This parameter provides a hard-max on the congestion window in Slow Start.

cc_vegas_alpha_exit: BoundedInt32<0, 1000>

Vegas alpha parameter for an Exit circuit.

cc_vegas_beta_exit: BoundedInt32<0, 1000>

Vegas beta parameter for an Exit circuit.

cc_vegas_delta_exit: BoundedInt32<0, 1000>

Vegas delta parameter for an Exit circuit.

cc_vegas_gamma_exit: BoundedInt32<0, 1000>

Vegas gamma parameter for an Exit circuit.

cc_vegas_alpha_onion: BoundedInt32<0, 1000>

Vegas alpha parameter for an Onion circuit.

cc_vegas_beta_onion: BoundedInt32<0, 1000>

Vegas beta parameter for an Onion circuit.

cc_vegas_delta_onion: BoundedInt32<0, 1000>

Vegas delta parameter for an Onion circuit.

cc_vegas_gamma_onion: BoundedInt32<0, 1000>

Vegas gamma parameter for an Onion circuit.

cc_vegas_sscap_exit: BoundedInt32<100, { i32::MAX }>

Parameter for Exit circuit that describe the the RFC3742 ‘cap’, after which congestion window increments are reduced.
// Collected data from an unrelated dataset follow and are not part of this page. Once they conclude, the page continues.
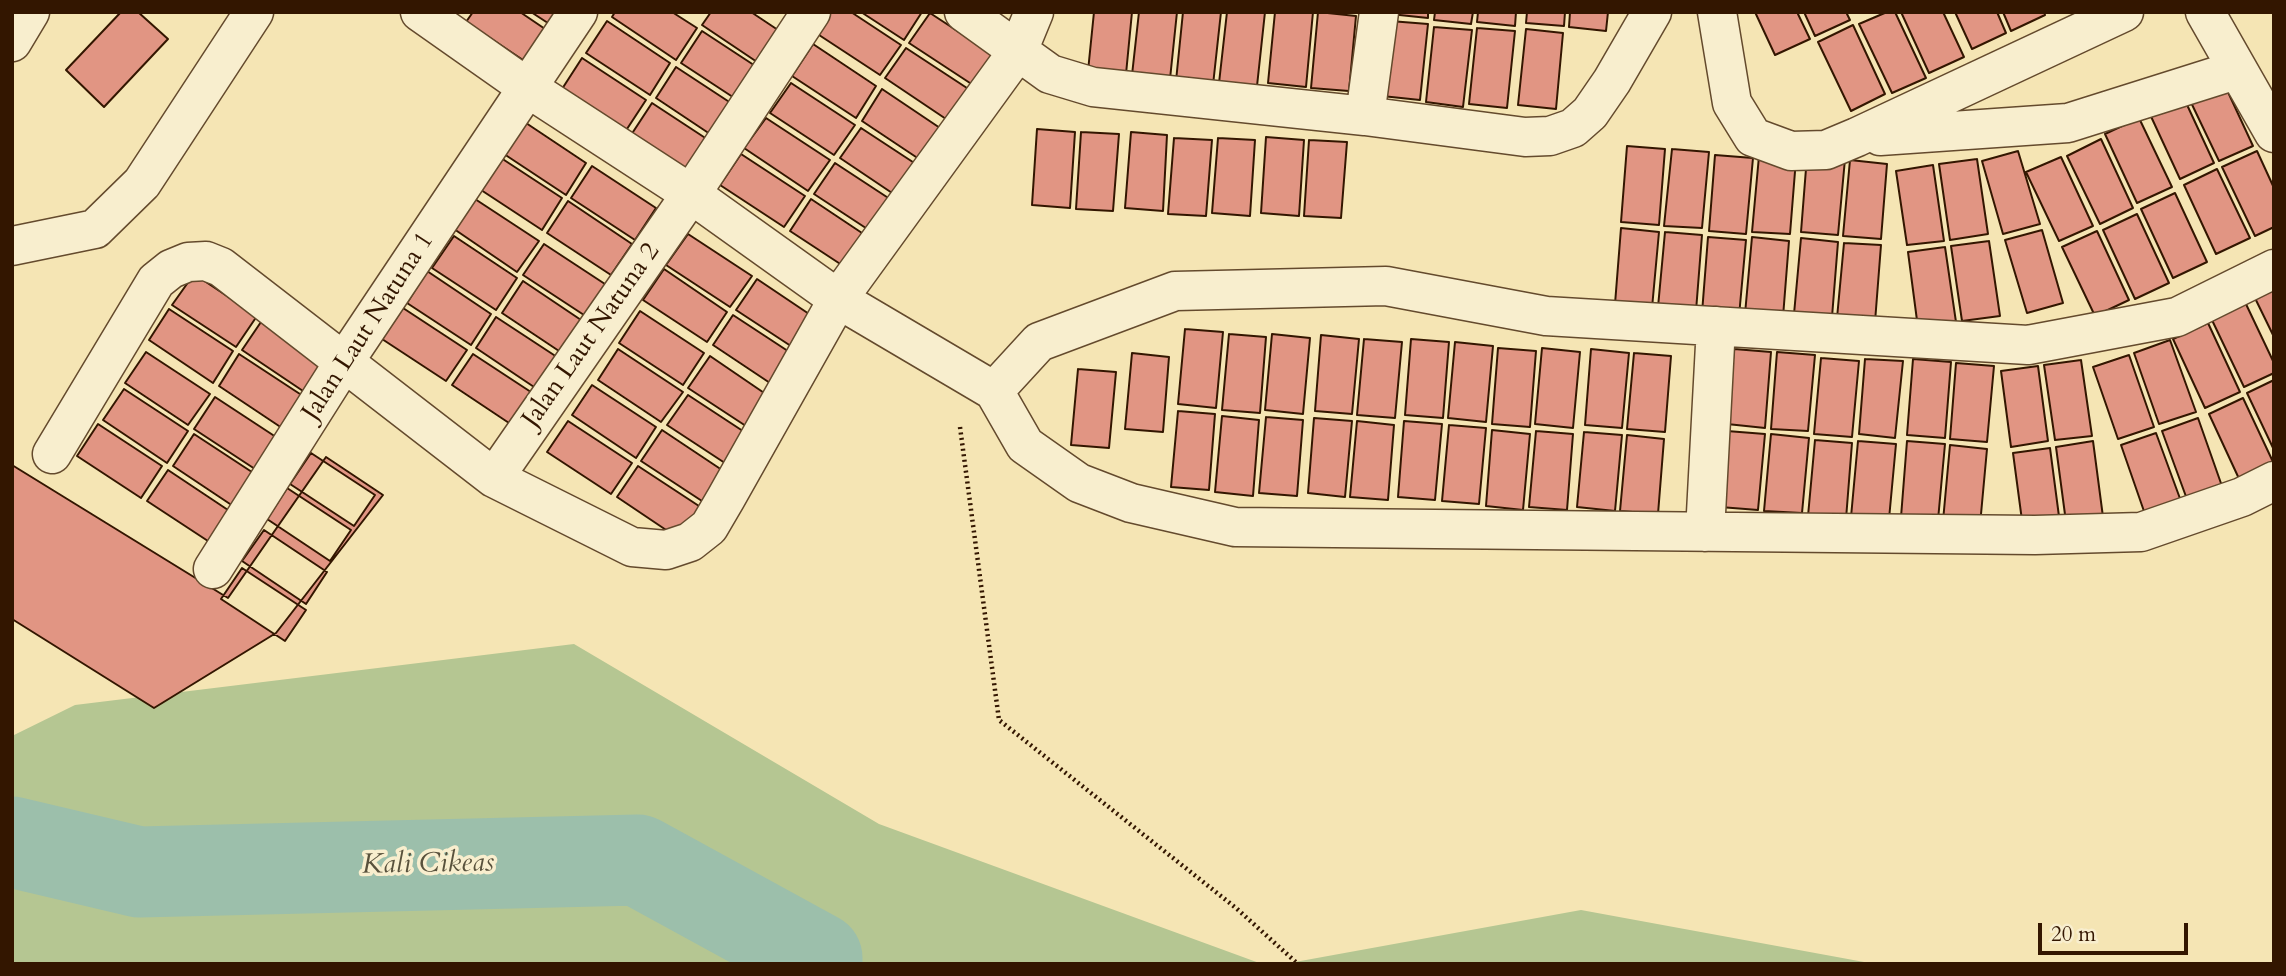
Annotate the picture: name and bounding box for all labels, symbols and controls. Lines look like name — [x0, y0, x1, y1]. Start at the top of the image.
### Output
street label: Jalan Laut Natuna 1 — [296, 227, 442, 427]
street label: Jalan Laut Natuna 2 — [517, 238, 667, 434]
water label: Kali Cikeas — [362, 847, 494, 883]
scale bar — [2041, 909, 2192, 953]
text: 20 m — [2051, 920, 2096, 949]

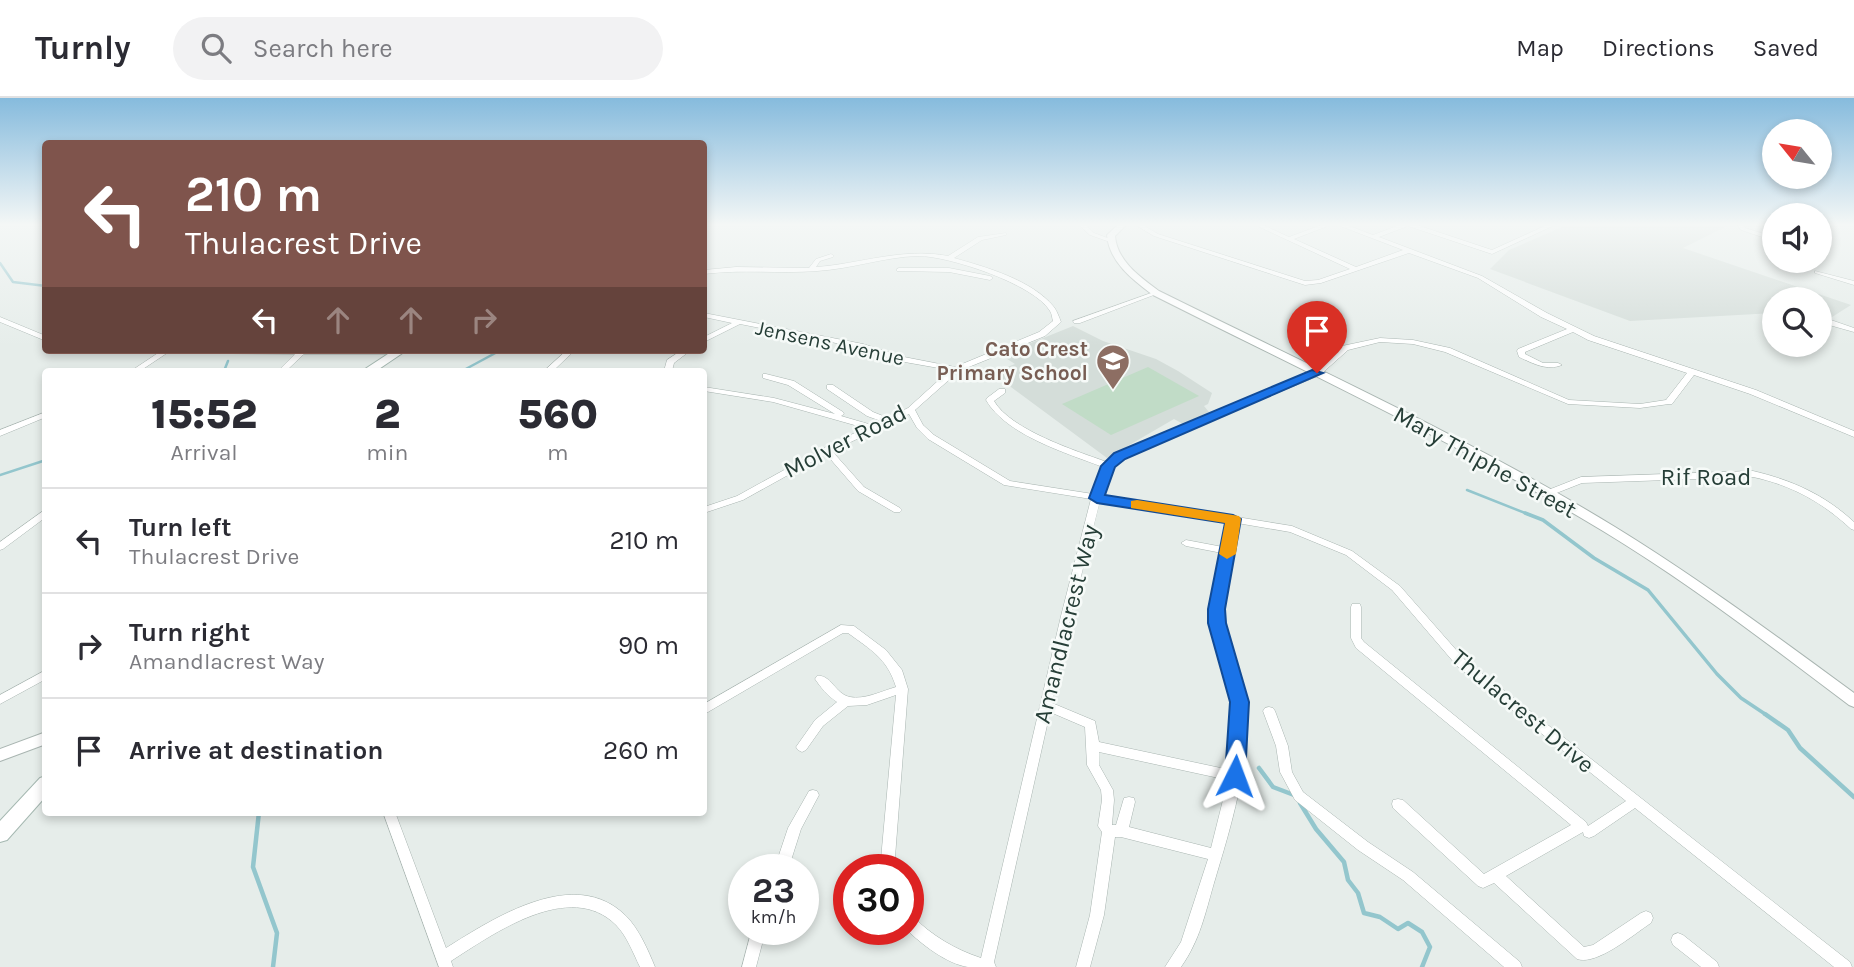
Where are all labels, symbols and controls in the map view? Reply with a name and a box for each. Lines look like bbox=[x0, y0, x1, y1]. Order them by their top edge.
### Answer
search box bbox=[173, 17, 663, 80]
text: Turnly bbox=[35, 29, 131, 67]
icon: search bbox=[197, 29, 235, 67]
text: Search here bbox=[253, 33, 393, 64]
text: Map bbox=[1516, 34, 1564, 62]
text: Directions bbox=[1602, 34, 1715, 62]
text: Saved bbox=[1753, 34, 1819, 62]
north arrow bbox=[1762, 119, 1832, 189]
map controls bbox=[1762, 119, 1832, 357]
text: 210 m bbox=[185, 166, 322, 223]
icon: left bbox=[70, 168, 161, 259]
button: sound bbox=[1762, 203, 1832, 273]
text: Thulacrest Drive bbox=[185, 225, 422, 262]
button: search bbox=[1762, 287, 1832, 357]
icon: left bbox=[246, 301, 284, 339]
icon: ahead bbox=[319, 301, 357, 339]
icon: ahead bbox=[392, 301, 430, 339]
icon: right bbox=[465, 301, 503, 339]
pin bbox=[1287, 301, 1347, 373]
icon: arrive bbox=[1298, 312, 1336, 350]
street label: Jensens Avenue bbox=[753, 316, 907, 370]
place label: Cato Crest Primary School bbox=[937, 337, 1088, 385]
school or university icon: Cato Crest Primary School bbox=[1094, 342, 1132, 391]
text: 15:52 bbox=[151, 389, 257, 439]
text: 2 bbox=[374, 389, 401, 439]
text: 560 bbox=[517, 389, 598, 439]
street label: Molver Road bbox=[779, 398, 911, 484]
street label: Mary Thiphe Street bbox=[1388, 400, 1582, 524]
text: Arrival bbox=[170, 439, 238, 466]
text: min bbox=[366, 439, 408, 466]
text: m bbox=[547, 439, 568, 466]
street label: Rif Road bbox=[1660, 463, 1752, 491]
text: Turn left bbox=[129, 512, 231, 543]
icon: left bbox=[70, 522, 108, 560]
street label: Amandlacrest Way bbox=[1028, 522, 1104, 726]
text: 210 m bbox=[609, 525, 679, 556]
text: Thulacrest Drive bbox=[129, 543, 299, 570]
text: Turn right bbox=[129, 617, 250, 648]
icon: right bbox=[70, 627, 108, 665]
text: 90 m bbox=[618, 630, 679, 661]
street label: Thulacrest Drive bbox=[1446, 643, 1600, 779]
text: Amandlacrest Way bbox=[129, 648, 324, 675]
icon: arrive bbox=[70, 732, 108, 770]
text: Arrive at destination bbox=[129, 735, 383, 766]
text: 260 m bbox=[603, 735, 679, 766]
position arrow bbox=[1198, 739, 1272, 813]
speed limit sign: 30 bbox=[833, 854, 924, 945]
text: 23 bbox=[752, 870, 795, 911]
text: km/h bbox=[751, 906, 796, 928]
The MAX disables RFC3742.

cc_vegas_sscap_onion: BoundedInt32<100, { i32::MAX }>

Parameter for Onion circuit that describe the the RFC3742 ‘cap’, after which congestion window increments are reduced. The MAX disables RFC3742.

circuit_window: BoundedInt32<100, 1000>

The maximum cell window size?

circuit_priority_half_life: IntegerMilliseconds<BoundedInt32<1, { i32::MAX }>>

The decay parameter for circuit priority

extend_by_ed25519_id: BoundedInt32<0, 1>

Whether to perform circuit extensions by Ed25519 ID

guard_meaningful_restriction: Percentage<BoundedInt32<1, 100>>

If we have excluded so many possible guards that the available fraction is below this threshold, we should use a different guard sample.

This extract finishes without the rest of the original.